All three satellites, along with 37 other QB50 cubesats, will be launched to the International Space Station in December by an Orbital ATK Antares rocket from Wallops Island, Virginia, inside a Cygnus cargo freighter. The cubesats will be deployed from the ISS between a month or so after arrival, and drift down from the ISS’s orbit of 380 km toward the target region. QB50 mission will study the thermosphere

“This is the most extensive exploration of the lower thermosphere ever, collecting measurements in the kind of detail never before tried,” said Elias Aboutanios, project leader of UNSW-Ec0 and a senior lecturer at UNSW. “The satellites will operate for 3-9 months – and may last up to a year – orbiting this little-studied region of space, before their orbits decay and they re-enter the atmosphere and burn up.”

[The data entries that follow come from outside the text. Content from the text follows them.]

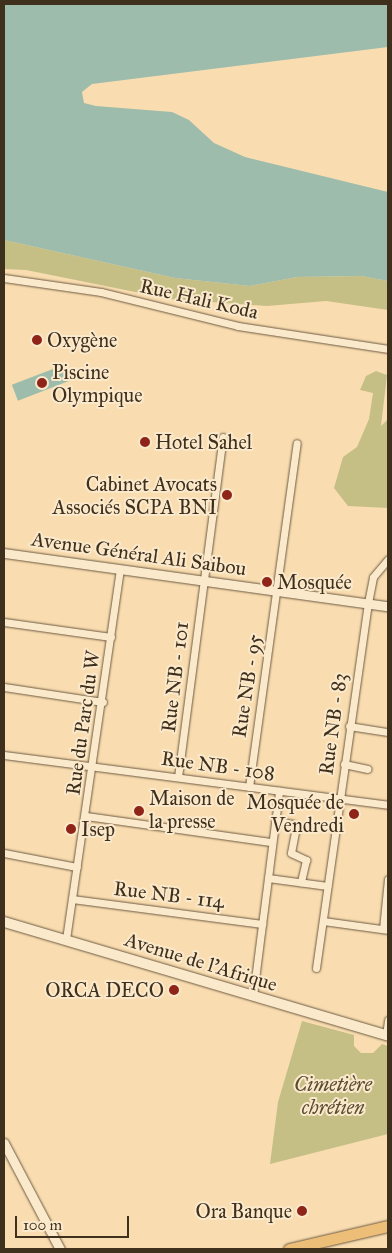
<!DOCTYPE html>
<html>
<head>
<meta charset="utf-8">
<style>
  body { margin:0 }
  #map { position:relative; width:392px; height:1253px; overflow:hidden; background:#f9ddb0; font-family:"IM FELL Great Primer",serif }
  div>[style] { position:absolute }
  [style*='--x'] { left:calc(var(--x)*1px); top:calc(var(--y)*1px); width:calc(var(--w)*1px); rotate:calc(var(--a)*1deg) }
  .green>* { inset:0; background:#c5bf86 }
  .water>* { inset:0; background:#9ebcab; transform-origin:0 0 }
  .roads { filter:drop-shadow(0 0 1px #6e5a42) drop-shadow(0 0 1px #6e5a42) }
  .minor>* { height:7px; margin:-3.5px; padding:0 3.5px; transform-origin:3.5px; border-radius:3.5px; background:#fbe9cc }
  .tertiary>* { height:9px; margin:-4.5px; padding:0 4.5px; transform-origin:4.5px; border-radius:4.5px; background:#fbe9cc }
  .secondary>* { height:10px; margin:-5px; padding:0 5px; transform-origin:5px; border-radius:5px; background:#fbe9cc }
  .primary>* { height:11px; margin:-5.5px; padding:0 5.5px; transform-origin:5.5px; border-radius:5.5px; background:#ecbe78 }
  .dots>* { width:14px; height:14px; translate:-50% -50%; box-sizing:border-box; border:2px solid #fbe9cc; border-radius:50% }
  span { translate:-50% -50%; white-space:nowrap; text-align:center; line-height:1.15; -webkit-text-stroke:4px #fbe9cc; paint-order:stroke }
  .street-label { font-size:20px; color:#3f2f1d }
  .poi-label { font-size:20px; color:#3f2f1d }
  .left { translate:0 -50%; text-align:left }
  .right { translate:-100% -50%; text-align:right }
  .park-label { font-size:20px; color:#5a4c32; font-style:italic }
  .frame { position:absolute; inset:0; border:5px solid #3f2f1d; pointer-events:none }
  .scale { position:absolute; left:15px; top:1216px; width:114px; height:22px; box-sizing:border-box; border:2px solid #3f2f1d; border-top:0; padding-left:6px; font-size:15px; line-height:18px; white-space:nowrap; color:#3f2f1d; -webkit-text-stroke:4px #fbe9cc; paint-order:stroke }
</style>
</head>
<body>
<div id="map">
  <div class="green">
    <i style="clip-path:polygon(4px 240px,175px 278px,250px 286px,297px 277px,361px 276px,388px 281px,388px 310px,326px 301px,267px 306px,170px 299px,26px 270px,4px 269px)"></i>
    <i style="clip-path:polygon(376px 371px,387px 375px,381px 426px,388px 419px,388px 508px,348px 506px,334px 488px,343px 457px,357px 447px,369px 419px,373px 393px,360px 390px,366px 376px)"></i>
    <i style="clip-path:polygon(302px 1021px,354px 1035px,354px 1046px,361px 1053px,373px 1053px,382px 1044px,388px 1046px,388px 1134px,270px 1164px,278px 1102px)"></i>
  </div>
  <div class="water">
    <i style="clip-path:polygon(4px 4px,388px 4px,388px 47px,92px 84px,82px 92px,84px 103px,96px 106px,172px 112px,189px 120px,214px 143px,245px 157px,388px 192px,388px 281px,361px 276px,297px 277px,250px 286px,175px 278px,4px 240px)"></i>
    <i style="left:66px;top:364px;width:17px;height:58px;rotate:69deg"></i>
  </div>
  <div class="roads">
    <div class="minor">
      <i style="--x:4;--y:278;--w:98;--a:8.2"></i>
      <i style="--x:101;--y:292;--w:141;--a:13.9"></i>
      <i style="--x:238;--y:326;--w:152;--a:8.7"></i>
      <i style="--x:4;--y:622;--w:108;--a:8"></i>
      <i style="--x:4;--y:687;--w:100;--a:8.6"></i>
      <i style="--x:349;--y:726;--w:39;--a:9"></i>
      <i style="--x:4;--y:755;--w:387;--a:7.4"></i>
      <i style="--x:344;--y:764;--w:24;--a:12"></i>
      <i style="--x:178;--y:777;--w:343;--a:-82.5"></i>
      <i style="--x:249;--y:787;--w:347;--a:-82.1"></i>
      <i style="--x:86;--y:816;--w:188;--a:8"></i>
      <i style="--x:275;--y:820;--w:18;--a:13"></i>
      <i style="--x:293;--y:824;--w:4;--a:45"></i>
      <i style="--x:296;--y:827;--w:26;--a:101"></i>
      <i style="--x:291;--y:853;--w:17;--a:25"></i>
      <i style="--x:306;--y:860;--w:23;--a:103"></i>
      <i style="--x:4;--y:853;--w:74;--a:10.9"></i>
      <i style="--x:268;--y:878;--w:60;--a:7.7"></i>
      <i style="--x:72;--y:899;--w:192;--a:7.5"></i>
      <i style="--x:323;--y:921;--w:66;--a:7.9"></i>
      <i style="--x:383;--y:929;--w:50;--a:-84.3"></i>
      <i style="--x:66;--y:939;--w:373;--a:-81.7"></i>
      <i style="--x:316;--y:968;--w:369;--a:-81.9"></i>
      <i style="--x:368;--y:603;--w:26;--a:-79"></i>
      <i style="--x:373;--y:577;--w:23;--a:-50"></i>
      <i style="--x:253;--y:995;--w:206;--a:-82.7"></i>
      <i style="--x:386;--y:1035;--w:15;--a:-82"></i>
    </div>
    <div class="tertiary">
      <i style="--x:4;--y:553;--w:388;--a:7.9"></i>
      <i style="--x:4;--y:1143;--w:120;--a:62.2"></i>
    </div>
    <div class="secondary">
      <i style="--x:4;--y:922;--w:401;--a:16.5"></i>
    </div>
    <div class="primary">
      <i style="--x:289;--y:1249;--w:102;--a:-13.1"></i>
    </div>
  </div>
  <div class="dots">
    <i style="left:37px;top:340px;background:#8f2418"></i>
    <i style="left:42px;top:383px;background:#8f2418"></i>
    <i style="left:145px;top:442px;background:#8f2418"></i>
    <i style="left:227px;top:495px;background:#8f2418"></i>
    <i style="left:267px;top:582px;background:#8f2418"></i>
    <i style="left:139px;top:811px;background:#8f2418"></i>
    <i style="left:354px;top:814px;background:#8f2418"></i>
    <i style="left:71px;top:829px;background:#8f2418"></i>
    <i style="left:174px;top:990px;background:#8f2418"></i>
    <i style="left:302px;top:1211px;background:#8f2418"></i>
  </div>
  <div class="street-label">
    <span style="left:199px;top:299px;rotate:13deg">Rue Hali Koda</span>
    <span style="left:139px;top:554px;rotate:8deg">Avenue Général Ali Saibou</span>
    <span style="left:175px;top:677px;rotate:-83deg">Rue NB - 101</span>
    <span style="left:247px;top:686px;rotate:-81deg">Rue NB - 95</span>
    <span style="left:83px;top:723px;rotate:-82deg">Rue du Parc du W</span>
    <span style="left:333px;top:724px;rotate:-82deg">Rue NB - 83</span>
    <span style="left:218px;top:766px;rotate:8deg">Rue NB - 108</span>
    <span style="left:169px;top:895px;rotate:7deg">Rue NB - 114</span>
    <span style="left:201px;top:962px;rotate:17deg">Avenue de l'Afrique</span>
  </div>
  <div class="poi-label">
    <span class="left" style="left:47px;top:340px">Oxygène</span>
    <span class="left" style="left:52px;top:384px">Piscine<br>Olympique</span>
    <span class="left" style="left:155px;top:442px">Hotel Sahel</span>
    <span class="right" style="left:217px;top:496px">Cabinet Avocats<br>Associés SCPA BNI</span>
    <span class="left" style="left:277px;top:582px">Mosquée</span>
    <span class="left" style="left:149px;top:810px">Maison de<br>la presse</span>
    <span class="right" style="left:344px;top:814px">Mosquée de<br>Vendredi</span>
    <span class="left" style="left:81px;top:829px">Isep</span>
    <span class="right" style="left:164px;top:990px">ORCA DECO</span>
    <span class="right" style="left:292px;top:1211px">Ora Banque</span>
  </div>
  <div class="park-label">
    <span style="left:333px;top:1096px">Cimetière<br>chrétien</span>
  </div>
  <div class="frame"></div>
  <div class="scale">100 m</div>
</div>
</body>
</html>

Each cubesat also carries other instruments with its own engineering and scientific goals. UNSW-Ec0, for example, has three other experiments: a robust computer chip designed to avoid crashing in the harsh radiation of space, as some satellites and space probes are forced to do when hit by cosmic rays; a space-borne GPS to allow satellites to cluster together in swarms; and test a super-reliable computer microkernel in the harsh radiation of space.

In addition, UNSW-Ec0’s chassis is made entirely from 3D-printed thermoplastic, itself an experiment to test the reliability of using 3D-printing to manufacture satellites, making them cheaper.